Your objective. When you reach the listing below, copy each line exactly.
=== Records shown ===
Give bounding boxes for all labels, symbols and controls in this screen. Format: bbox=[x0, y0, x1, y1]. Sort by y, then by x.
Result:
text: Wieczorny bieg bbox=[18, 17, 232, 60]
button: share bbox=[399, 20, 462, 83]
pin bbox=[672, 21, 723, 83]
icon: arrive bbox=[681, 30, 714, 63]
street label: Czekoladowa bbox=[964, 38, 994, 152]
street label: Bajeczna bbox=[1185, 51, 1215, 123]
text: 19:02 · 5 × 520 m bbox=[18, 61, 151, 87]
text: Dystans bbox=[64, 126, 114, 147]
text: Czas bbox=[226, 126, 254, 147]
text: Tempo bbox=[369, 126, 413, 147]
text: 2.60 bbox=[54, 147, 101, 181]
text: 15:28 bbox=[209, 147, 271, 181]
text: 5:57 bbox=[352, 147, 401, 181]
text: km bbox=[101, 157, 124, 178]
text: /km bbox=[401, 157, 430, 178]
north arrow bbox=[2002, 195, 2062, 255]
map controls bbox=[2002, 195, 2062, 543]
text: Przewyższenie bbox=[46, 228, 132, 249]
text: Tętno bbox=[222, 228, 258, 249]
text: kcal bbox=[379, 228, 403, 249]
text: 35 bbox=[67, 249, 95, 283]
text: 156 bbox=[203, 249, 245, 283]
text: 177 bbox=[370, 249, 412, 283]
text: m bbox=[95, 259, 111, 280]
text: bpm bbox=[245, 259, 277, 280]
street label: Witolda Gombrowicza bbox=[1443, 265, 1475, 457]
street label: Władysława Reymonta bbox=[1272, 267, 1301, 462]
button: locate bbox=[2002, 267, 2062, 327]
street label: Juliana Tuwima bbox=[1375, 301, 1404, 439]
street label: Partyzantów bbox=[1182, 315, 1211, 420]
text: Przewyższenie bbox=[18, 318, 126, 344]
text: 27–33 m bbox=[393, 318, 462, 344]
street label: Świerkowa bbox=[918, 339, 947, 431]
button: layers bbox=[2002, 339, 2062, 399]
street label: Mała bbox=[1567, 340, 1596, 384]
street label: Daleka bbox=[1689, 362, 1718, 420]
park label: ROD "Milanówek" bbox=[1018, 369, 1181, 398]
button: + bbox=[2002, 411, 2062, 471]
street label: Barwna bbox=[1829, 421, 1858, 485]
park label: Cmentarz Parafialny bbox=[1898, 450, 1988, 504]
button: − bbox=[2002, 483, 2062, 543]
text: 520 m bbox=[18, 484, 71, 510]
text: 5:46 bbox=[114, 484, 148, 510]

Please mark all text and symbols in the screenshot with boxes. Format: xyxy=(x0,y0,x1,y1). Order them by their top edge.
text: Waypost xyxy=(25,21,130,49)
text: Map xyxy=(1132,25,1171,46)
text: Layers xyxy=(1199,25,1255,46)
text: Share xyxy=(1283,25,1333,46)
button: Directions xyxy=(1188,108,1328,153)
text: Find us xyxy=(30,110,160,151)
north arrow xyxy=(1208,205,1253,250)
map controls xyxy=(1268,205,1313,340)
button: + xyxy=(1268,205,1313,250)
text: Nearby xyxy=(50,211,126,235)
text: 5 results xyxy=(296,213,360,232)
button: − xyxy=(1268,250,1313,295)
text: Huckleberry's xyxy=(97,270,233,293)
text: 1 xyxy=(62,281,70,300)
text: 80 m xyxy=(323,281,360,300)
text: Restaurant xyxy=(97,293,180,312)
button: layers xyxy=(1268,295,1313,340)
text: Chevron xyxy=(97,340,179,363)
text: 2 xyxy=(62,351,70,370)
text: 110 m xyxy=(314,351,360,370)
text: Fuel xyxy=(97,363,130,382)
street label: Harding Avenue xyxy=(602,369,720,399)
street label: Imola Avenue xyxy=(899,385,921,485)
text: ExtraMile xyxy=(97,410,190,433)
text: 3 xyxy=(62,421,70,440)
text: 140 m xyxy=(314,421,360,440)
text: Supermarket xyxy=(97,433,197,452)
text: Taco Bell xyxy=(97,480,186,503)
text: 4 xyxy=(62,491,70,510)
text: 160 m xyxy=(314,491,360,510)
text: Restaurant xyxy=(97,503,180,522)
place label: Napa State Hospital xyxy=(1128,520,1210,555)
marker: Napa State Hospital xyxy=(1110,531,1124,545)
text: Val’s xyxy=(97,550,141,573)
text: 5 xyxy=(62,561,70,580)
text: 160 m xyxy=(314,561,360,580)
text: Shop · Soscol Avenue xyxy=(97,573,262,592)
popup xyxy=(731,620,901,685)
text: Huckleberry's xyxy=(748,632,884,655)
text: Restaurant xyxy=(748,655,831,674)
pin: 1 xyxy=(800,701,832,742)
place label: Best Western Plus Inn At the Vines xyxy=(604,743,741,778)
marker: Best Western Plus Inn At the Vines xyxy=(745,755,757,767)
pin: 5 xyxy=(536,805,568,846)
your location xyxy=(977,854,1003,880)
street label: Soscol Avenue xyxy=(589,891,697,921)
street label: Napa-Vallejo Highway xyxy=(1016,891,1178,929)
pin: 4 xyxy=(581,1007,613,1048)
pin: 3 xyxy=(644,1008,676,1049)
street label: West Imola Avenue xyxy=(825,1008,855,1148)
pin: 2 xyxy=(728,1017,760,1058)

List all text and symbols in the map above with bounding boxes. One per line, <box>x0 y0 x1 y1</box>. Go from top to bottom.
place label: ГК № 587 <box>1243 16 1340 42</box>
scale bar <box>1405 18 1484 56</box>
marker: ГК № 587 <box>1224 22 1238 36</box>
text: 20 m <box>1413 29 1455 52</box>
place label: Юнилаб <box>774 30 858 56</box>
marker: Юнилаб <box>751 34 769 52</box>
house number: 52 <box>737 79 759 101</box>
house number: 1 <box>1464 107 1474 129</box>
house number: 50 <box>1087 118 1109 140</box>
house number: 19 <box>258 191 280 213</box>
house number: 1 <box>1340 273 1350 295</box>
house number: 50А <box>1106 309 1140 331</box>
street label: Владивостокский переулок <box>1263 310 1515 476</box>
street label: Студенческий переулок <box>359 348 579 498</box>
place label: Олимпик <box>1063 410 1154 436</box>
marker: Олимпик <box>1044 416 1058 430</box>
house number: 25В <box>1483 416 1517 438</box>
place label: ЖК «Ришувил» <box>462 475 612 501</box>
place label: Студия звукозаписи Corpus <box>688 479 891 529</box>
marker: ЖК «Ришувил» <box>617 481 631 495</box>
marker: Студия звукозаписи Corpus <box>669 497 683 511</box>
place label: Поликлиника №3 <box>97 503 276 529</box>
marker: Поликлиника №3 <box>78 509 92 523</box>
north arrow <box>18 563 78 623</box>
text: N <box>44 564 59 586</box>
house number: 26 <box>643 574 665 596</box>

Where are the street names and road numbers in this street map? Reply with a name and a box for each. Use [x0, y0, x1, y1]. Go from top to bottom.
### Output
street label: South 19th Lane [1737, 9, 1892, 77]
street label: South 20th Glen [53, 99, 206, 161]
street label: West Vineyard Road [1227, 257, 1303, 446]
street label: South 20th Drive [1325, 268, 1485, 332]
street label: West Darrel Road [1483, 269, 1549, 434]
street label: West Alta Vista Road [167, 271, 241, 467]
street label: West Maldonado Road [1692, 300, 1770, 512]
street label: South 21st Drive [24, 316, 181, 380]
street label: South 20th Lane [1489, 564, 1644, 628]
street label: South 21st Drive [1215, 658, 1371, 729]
===
Task output.
Give bounding boxes for all labels, symbols and controls in this screen. Format: bbox=[x0, y0, x1, y1]. Sort by y, then by x.
Result:
text: Wieczorny bieg bbox=[18, 17, 232, 60]
button: share bbox=[399, 20, 462, 83]
pin bbox=[672, 21, 723, 83]
icon: arrive bbox=[681, 30, 714, 63]
street label: Czekoladowa bbox=[964, 38, 994, 152]
street label: Bajeczna bbox=[1185, 51, 1215, 123]
text: 19:02 · 5 × 520 m bbox=[18, 61, 151, 87]
text: Dystans bbox=[64, 126, 114, 147]
text: Czas bbox=[226, 126, 254, 147]
text: Tempo bbox=[369, 126, 413, 147]
text: 2.60 bbox=[54, 147, 101, 181]
text: 15:28 bbox=[209, 147, 271, 181]
text: 5:57 bbox=[352, 147, 401, 181]
text: km bbox=[101, 157, 124, 178]
text: /km bbox=[401, 157, 430, 178]
north arrow bbox=[2002, 195, 2062, 255]
map controls bbox=[2002, 195, 2062, 543]
text: Przewyższenie bbox=[46, 228, 132, 249]
text: Tętno bbox=[222, 228, 258, 249]
text: kcal bbox=[379, 228, 403, 249]
text: 35 bbox=[67, 249, 95, 283]
text: 156 bbox=[203, 249, 245, 283]
text: 177 bbox=[370, 249, 412, 283]
text: m bbox=[95, 259, 111, 280]
text: bpm bbox=[245, 259, 277, 280]
street label: Witolda Gombrowicza bbox=[1443, 265, 1475, 457]
street label: Władysława Reymonta bbox=[1272, 267, 1301, 462]
button: locate bbox=[2002, 267, 2062, 327]
street label: Juliana Tuwima bbox=[1375, 301, 1404, 439]
street label: Partyzantów bbox=[1182, 315, 1211, 420]
text: Przewyższenie bbox=[18, 318, 126, 344]
text: 27–33 m bbox=[393, 318, 462, 344]
street label: Świerkowa bbox=[918, 339, 947, 431]
button: layers bbox=[2002, 339, 2062, 399]
street label: Mała bbox=[1567, 340, 1596, 384]
street label: Daleka bbox=[1689, 362, 1718, 420]
park label: ROD "Milanówek" bbox=[1018, 369, 1181, 398]
button: + bbox=[2002, 411, 2062, 471]
street label: Barwna bbox=[1829, 421, 1858, 485]
park label: Cmentarz Parafialny bbox=[1898, 450, 1988, 504]
button: − bbox=[2002, 483, 2062, 543]
text: 520 m bbox=[18, 484, 71, 510]
text: 5:46 bbox=[114, 484, 148, 510]

Please mark all text and symbols in the screenshot with boxes. Format: xyxy=(x0,y0,x1,y1). Order them by their top edge.
text: Waypost xyxy=(25,21,130,49)
text: Map xyxy=(1132,25,1171,46)
text: Layers xyxy=(1199,25,1255,46)
text: Share xyxy=(1283,25,1333,46)
button: Directions xyxy=(1188,108,1328,153)
text: Find us xyxy=(30,110,160,151)
north arrow xyxy=(1208,205,1253,250)
map controls xyxy=(1268,205,1313,340)
button: + xyxy=(1268,205,1313,250)
text: Nearby xyxy=(50,211,126,235)
text: 5 results xyxy=(296,213,360,232)
button: − xyxy=(1268,250,1313,295)
text: Huckleberry's xyxy=(97,270,233,293)
text: 1 xyxy=(62,281,70,300)
text: 80 m xyxy=(323,281,360,300)
text: Restaurant xyxy=(97,293,180,312)
button: layers xyxy=(1268,295,1313,340)
text: Chevron xyxy=(97,340,179,363)
text: 2 xyxy=(62,351,70,370)
text: 110 m xyxy=(314,351,360,370)
text: Fuel xyxy=(97,363,130,382)
street label: Harding Avenue xyxy=(602,369,720,399)
street label: Imola Avenue xyxy=(899,385,921,485)
text: ExtraMile xyxy=(97,410,190,433)
text: 3 xyxy=(62,421,70,440)
text: 140 m xyxy=(314,421,360,440)
text: Supermarket xyxy=(97,433,197,452)
text: Taco Bell xyxy=(97,480,186,503)
text: 4 xyxy=(62,491,70,510)
text: 160 m xyxy=(314,491,360,510)
text: Restaurant xyxy=(97,503,180,522)
place label: Napa State Hospital xyxy=(1128,520,1210,555)
marker: Napa State Hospital xyxy=(1110,531,1124,545)
text: Val’s xyxy=(97,550,141,573)
text: 5 xyxy=(62,561,70,580)
text: 160 m xyxy=(314,561,360,580)
text: Shop · Soscol Avenue xyxy=(97,573,262,592)
popup xyxy=(731,620,901,685)
text: Huckleberry's xyxy=(748,632,884,655)
text: Restaurant xyxy=(748,655,831,674)
pin: 1 xyxy=(800,701,832,742)
place label: Best Western Plus Inn At the Vines xyxy=(604,743,741,778)
marker: Best Western Plus Inn At the Vines xyxy=(745,755,757,767)
pin: 5 xyxy=(536,805,568,846)
your location xyxy=(977,854,1003,880)
street label: Soscol Avenue xyxy=(589,891,697,921)
street label: Napa-Vallejo Highway xyxy=(1016,891,1178,929)
pin: 4 xyxy=(581,1007,613,1048)
pin: 3 xyxy=(644,1008,676,1049)
street label: West Imola Avenue xyxy=(825,1008,855,1148)
pin: 2 xyxy=(728,1017,760,1058)

List all text and symbols in the map above with bounding boxes. One per line, <box>x0 y0 x1 y1</box>. Go from top to bottom.
place label: ГК № 587 <box>1243 16 1340 42</box>
scale bar <box>1405 18 1484 56</box>
marker: ГК № 587 <box>1224 22 1238 36</box>
text: 20 m <box>1413 29 1455 52</box>
place label: Юнилаб <box>774 30 858 56</box>
marker: Юнилаб <box>751 34 769 52</box>
house number: 52 <box>737 79 759 101</box>
house number: 1 <box>1464 107 1474 129</box>
house number: 50 <box>1087 118 1109 140</box>
house number: 19 <box>258 191 280 213</box>
house number: 1 <box>1340 273 1350 295</box>
house number: 50А <box>1106 309 1140 331</box>
street label: Владивостокский переулок <box>1263 310 1515 476</box>
street label: Студенческий переулок <box>359 348 579 498</box>
place label: Олимпик <box>1063 410 1154 436</box>
marker: Олимпик <box>1044 416 1058 430</box>
house number: 25В <box>1483 416 1517 438</box>
place label: ЖК «Ришувил» <box>462 475 612 501</box>
place label: Студия звукозаписи Corpus <box>688 479 891 529</box>
marker: ЖК «Ришувил» <box>617 481 631 495</box>
marker: Студия звукозаписи Corpus <box>669 497 683 511</box>
place label: Поликлиника №3 <box>97 503 276 529</box>
marker: Поликлиника №3 <box>78 509 92 523</box>
north arrow <box>18 563 78 623</box>
text: N <box>44 564 59 586</box>
house number: 26 <box>643 574 665 596</box>

Where are the street names and road numbers in this street map? Reply with a name and a box for each. Use [x0, y0, x1, y1]. Go from top to bottom.
### Output
street label: South 19th Lane [1737, 9, 1892, 77]
street label: South 20th Glen [53, 99, 206, 161]
street label: West Vineyard Road [1227, 257, 1303, 446]
street label: South 20th Drive [1325, 268, 1485, 332]
street label: West Darrel Road [1483, 269, 1549, 434]
street label: West Alta Vista Road [167, 271, 241, 467]
street label: West Maldonado Road [1692, 300, 1770, 512]
street label: South 21st Drive [24, 316, 181, 380]
street label: South 20th Lane [1489, 564, 1644, 628]
street label: South 21st Drive [1215, 658, 1371, 729]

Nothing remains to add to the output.